Autoregressive Generative Models in depth : Part 3
Hi and welcome to Part 3 of the series on Autoregressive Generative Models; last time we explained how to incorporate probabilistic interpretations to a network to allow it to generate new image samples.
This time we cover another key principle underlying these models; causality. Let’s get on with it…
Causality
One of the fundamental properties of a generative model is causality; which is the requirement that predictions made for a single element of a sequence (for example a pixel of an image, word of a sentence or note of a piece of music) only depends on previously generated elements and not future elements.

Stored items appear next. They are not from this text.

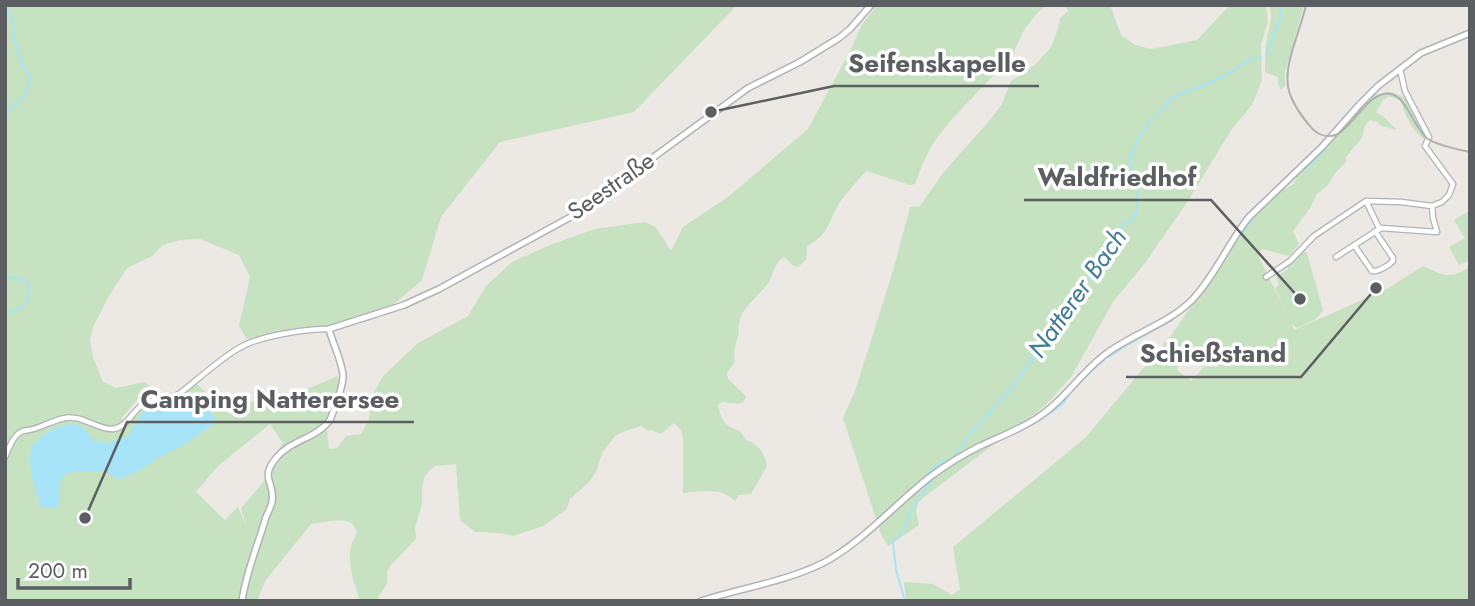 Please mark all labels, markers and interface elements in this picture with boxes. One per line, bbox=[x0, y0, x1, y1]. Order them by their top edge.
callout: Seifenskapelle bbox=[834, 39, 1039, 86]
text: Seifenskapelle bbox=[848, 44, 1026, 82]
street label: Seestraße bbox=[560, 143, 661, 228]
callout: Waldfriedhof bbox=[1024, 153, 1211, 200]
text: Waldfriedhof bbox=[1038, 158, 1198, 196]
water label: Natterer Bach bbox=[1018, 220, 1136, 366]
callout: Schießstand bbox=[1126, 330, 1301, 377]
text: Schießstand bbox=[1140, 334, 1286, 372]
callout: Camping Natterersee bbox=[127, 375, 414, 422]
text: Camping Natterersee bbox=[140, 380, 400, 418]
scale bar bbox=[18, 546, 130, 590]
text: 200 m bbox=[28, 556, 88, 586]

This is easiest to understand in the context of 1D or 2D convolutions where a regular convolution kernel will always include pixels belonging to the future of the current pixel; as depicted below
Causal Convolutions
In these posts we are dealing with networks involving 2D convolutions and these would break causality without modifications. To preserve causality;
- We must ensure that the result for a given pixel $(i,j)$ has no dependence on future pixels, throughout the full network.
- We must ensure that the pixel $(i,j)$ is connected to past pixels to enable it to be conditioned on them, throughout the full network.

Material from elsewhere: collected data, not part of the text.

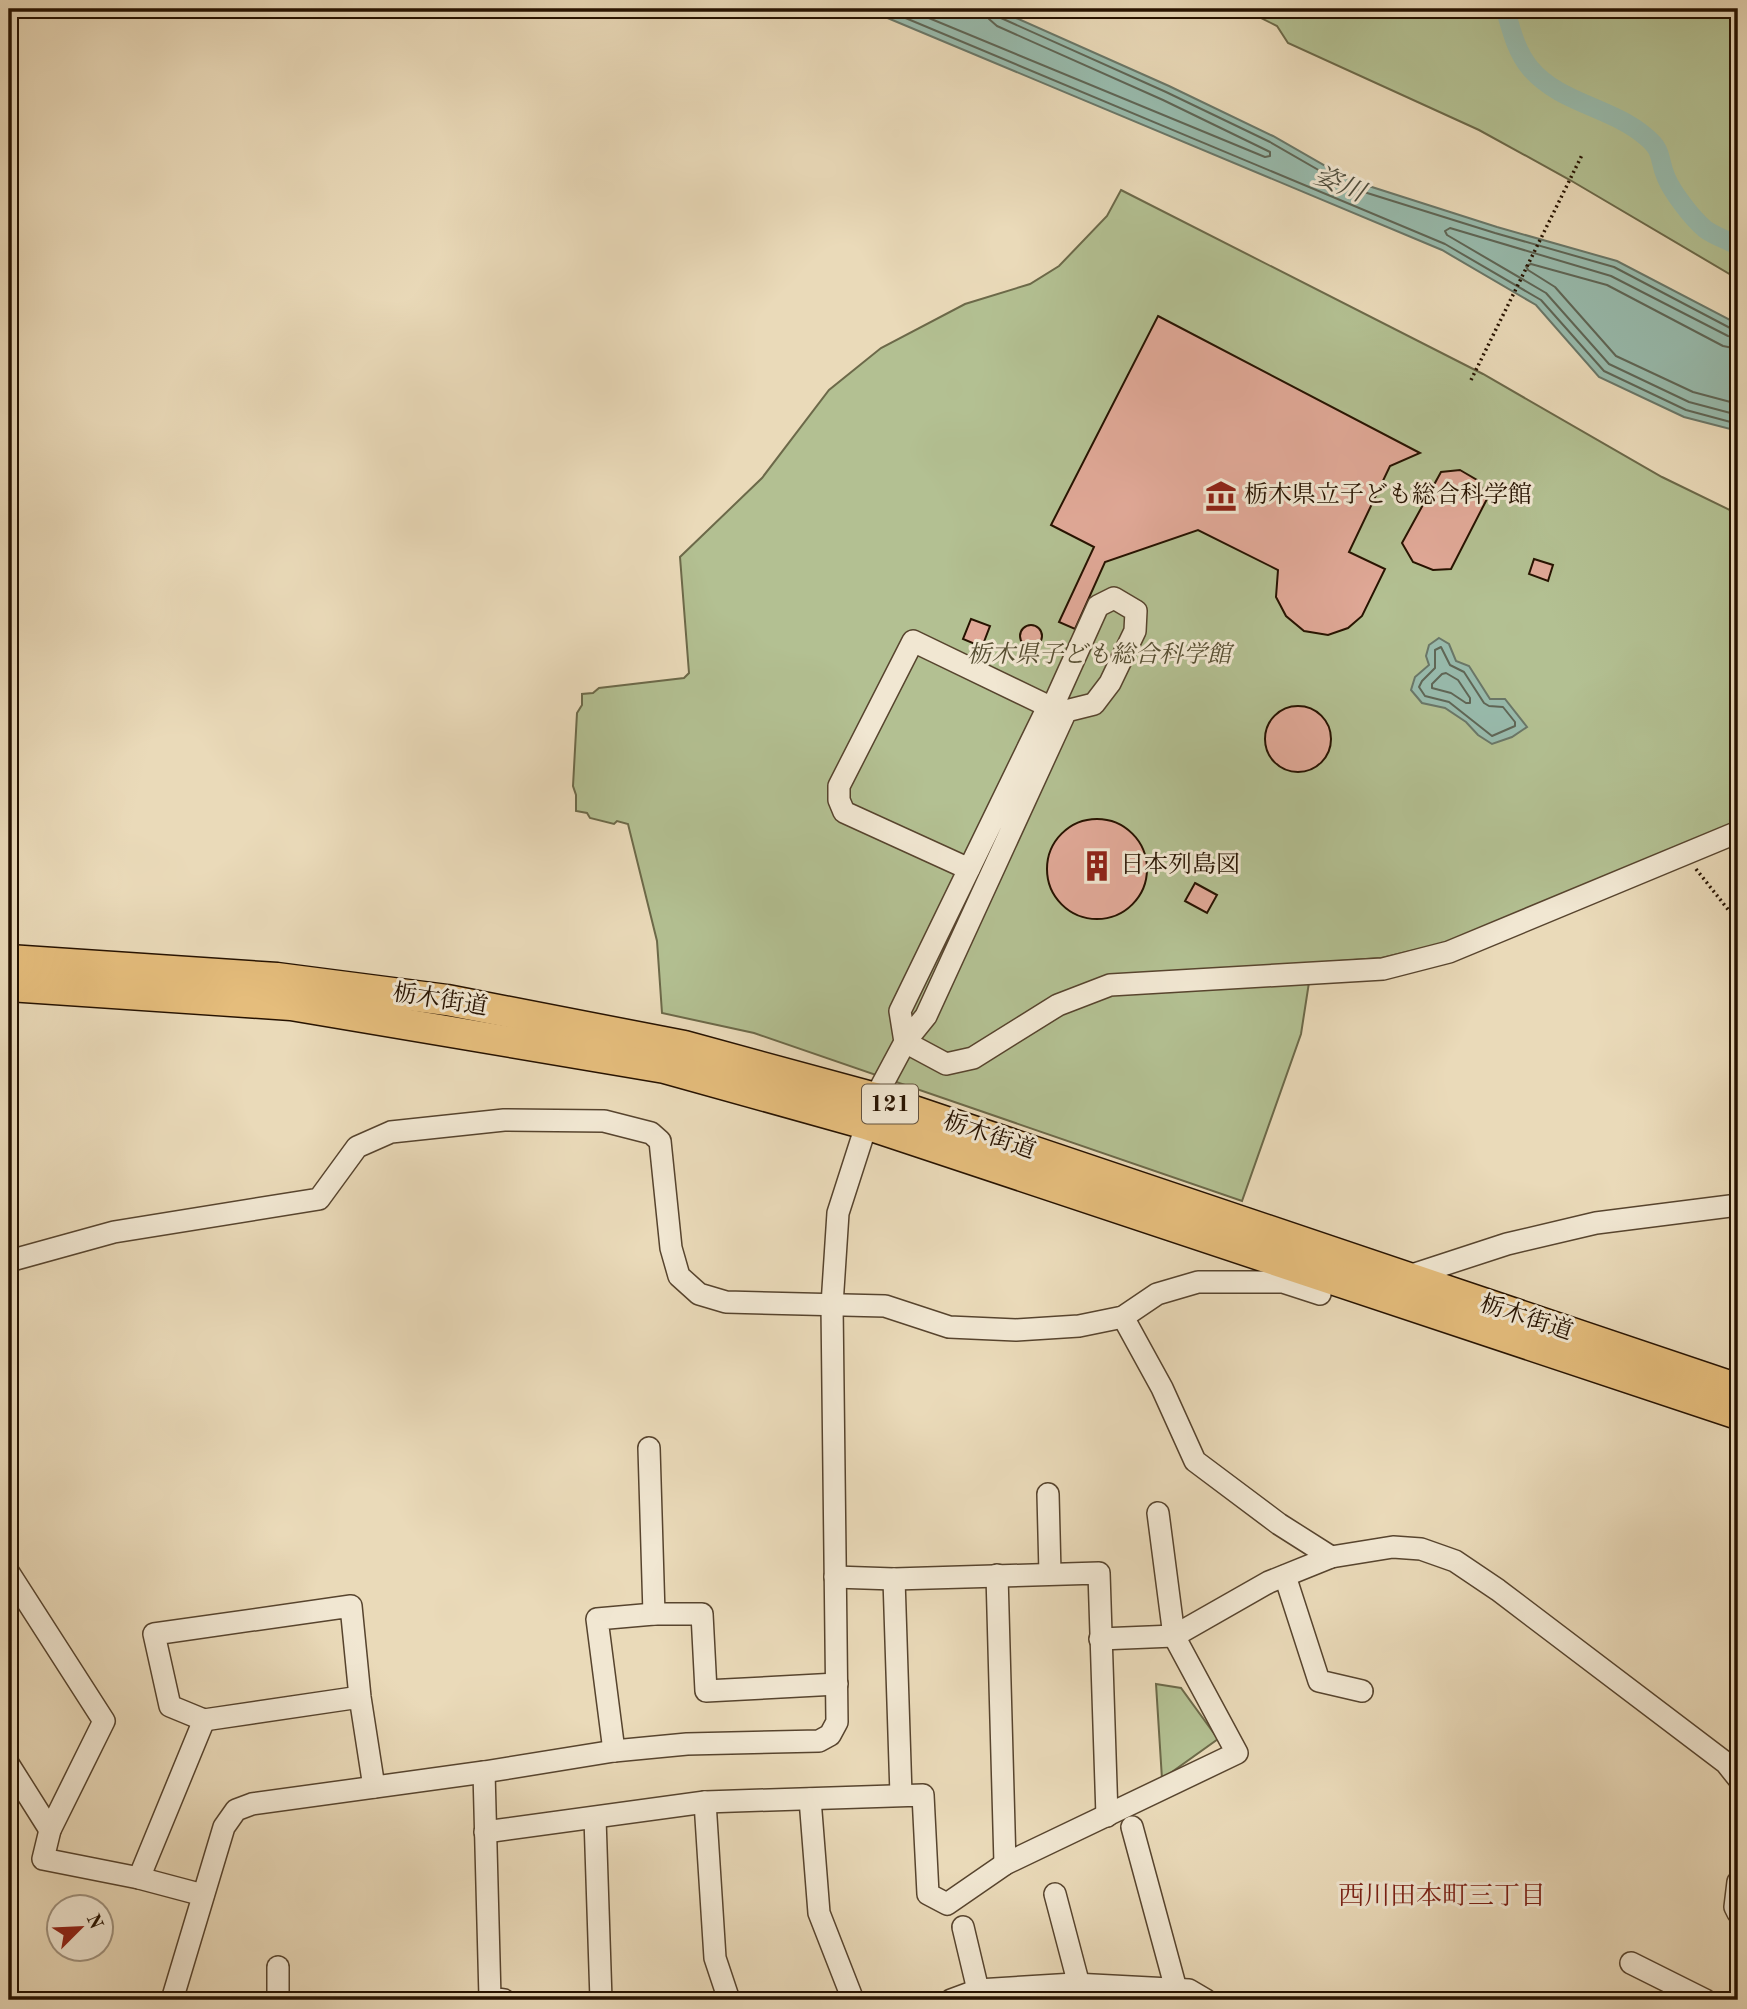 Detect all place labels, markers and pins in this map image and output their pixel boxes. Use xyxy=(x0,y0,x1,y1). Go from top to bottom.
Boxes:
museum icon: 栃木県立子ども総合科学館 xyxy=(1204,479,1238,513)
place label: 栃木県立子ども総合科学館 xyxy=(1244,481,1532,508)
building icon: 日本列島図 xyxy=(1080,849,1114,883)
place label: 日本列島図 xyxy=(1120,851,1240,878)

Let’s deal with the first ambiguity here; using the terms “future” and “past”. Generally; when trying to associate these terms with an image we do so following how we read text, from left to right and top to bottom. That’s the same for this family of algorithms; but is ultimately an aesthetic choice.
The aim of the autoregressive model is to transform an image into a probability distribution on a pixel-by-pixel basis; so the output spatial size should be the same as the input spatial size. So we may want to make the following restriction
- The internal representations of the tensor throughout the network should maintain spatial size (H,W)

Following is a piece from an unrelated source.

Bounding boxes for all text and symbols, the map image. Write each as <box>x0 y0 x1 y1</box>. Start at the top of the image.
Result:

We would therefore allow only the channel number to change. Of course we can break this rule and have some sort of encoder-decoder structure where the spatial extent is compressed and the expended within the network (and pixelCNN++ works exactly this way).
There is often a difference between how the first and subsequent layers are treated. This comes down to whether or not the current pixel should be included in the layer; on the first layer it should not be included; since otherwise causality is broken; the layers have access to what is already in the pixel and can use the information to decide on the value to assign to it. However in subsequent layers the current pixel can be included (since the original pixel isn’t part of its value).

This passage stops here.